There is some concern that one of the motivations behind this heel-dragging is the perception that recent immigrants are purported to lean Democratic. Several swing states potentially have enough individuals qualified to take the oath of allegiance that they could play a decisive role in those state’s elections. Nonetheless, Republican members of Congress from American Samoa, Indiana, New Jersey, New York, Ohio, Pennsylvania and Utah are among those urging USCIS, along with the Department of Homeland Security and the Department of Justice, to find ways of expediting swearings-in in order to allow new citizens to vote in November. S-HP
You can join the bipartisan call for expedited swearings-in for those eligible to become citizens and point out that “public” does not have to mean “in person.” Addresses are here.
SCIENCE, TECHNOLOGY & THE ENVIRONMENT
8. Safety of small nuclear reactors in doubt
At the moment, small module nuclear reactors (SMRs) have been designed but not built, although the Nuclear Regulatory Commission (NRC) has approved the construction of one in Tennessee and more will no doubt be approved. As a consequence of this, the Nuclear Regulatory Commission is proposing modifications that would only apply to these small modular reactors and other new technologies. Current requirements for larger nuclear reactors include a 10-mile plume emergency planning zone (the plume being the radioactive material that could be released in an accident or malfunction) and a 50-mile ingestion emergency planning zone to prevent food and water contamination. In the words of the NRC, the proposed rules would “adopt a scalable, plume pathway emergency zone approach [for SMRs] that is performance-based, consequence-oriented, and technologically inclusive,” suggesting that individual SMRs would be subject to individualized emergency planning zone (EPZ) requirements. For some small reactors, that might mean a determination that no EPZ is required for any area beyond the boundaries of the reactor site or it could mean EPZs much smaller than the current 10-mile and 50-mile zones. In fact, facilities with EPZs situated entirely on a reactor site would be exempt from both offsite radiological emergency planning and from Federal Emergency Management Agency (FEMA) evaluation of site emergency plans.

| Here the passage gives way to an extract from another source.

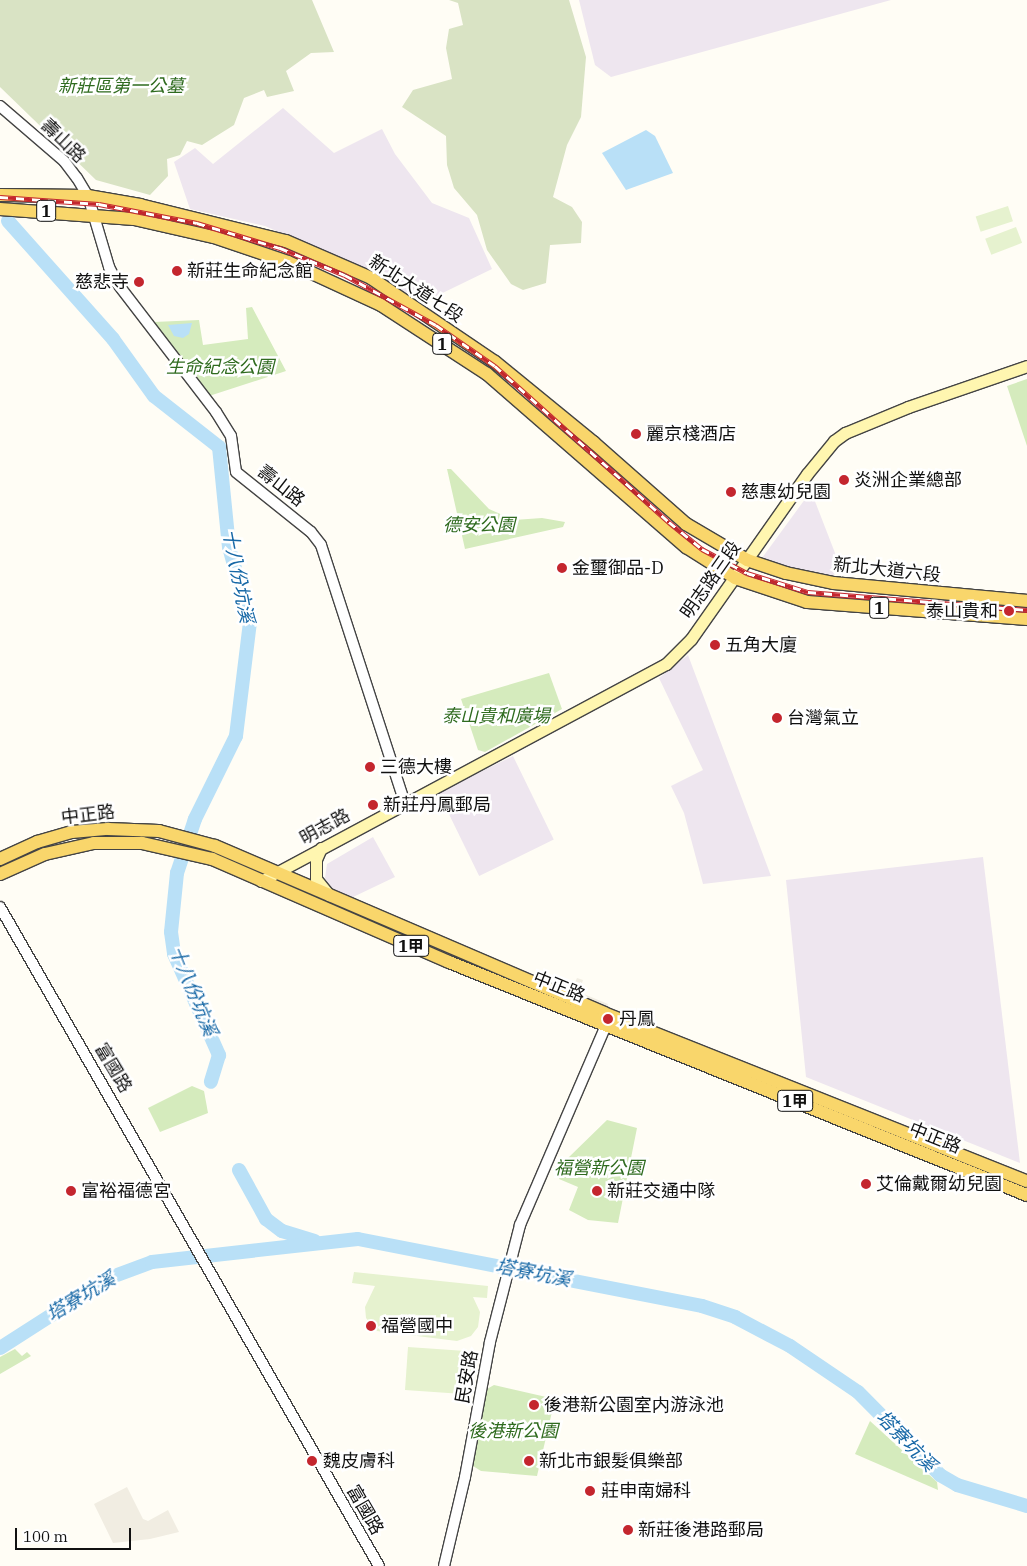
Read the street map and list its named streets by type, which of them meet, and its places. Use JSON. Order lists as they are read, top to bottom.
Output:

Some well-respected scientists and regulators oppose the proposal and their views are reported in Utility Dive, a trade journal for the utility industry. According to Utility Dive, one NRC Commissioner, Jeff Baran, had provided written opposition to the proposal, nothing that it would be “a radical departure from more than 40 years of radiological emergency planning.” FEMA is similarly critical. The director of FEMA’s Technological Hazards Division has written, “FEMA believes that the NRC staff conclusion that the proposed methodology for offsite emergency preparedness maintains the same level of protection as a 10-mile EPZ is unsupported.”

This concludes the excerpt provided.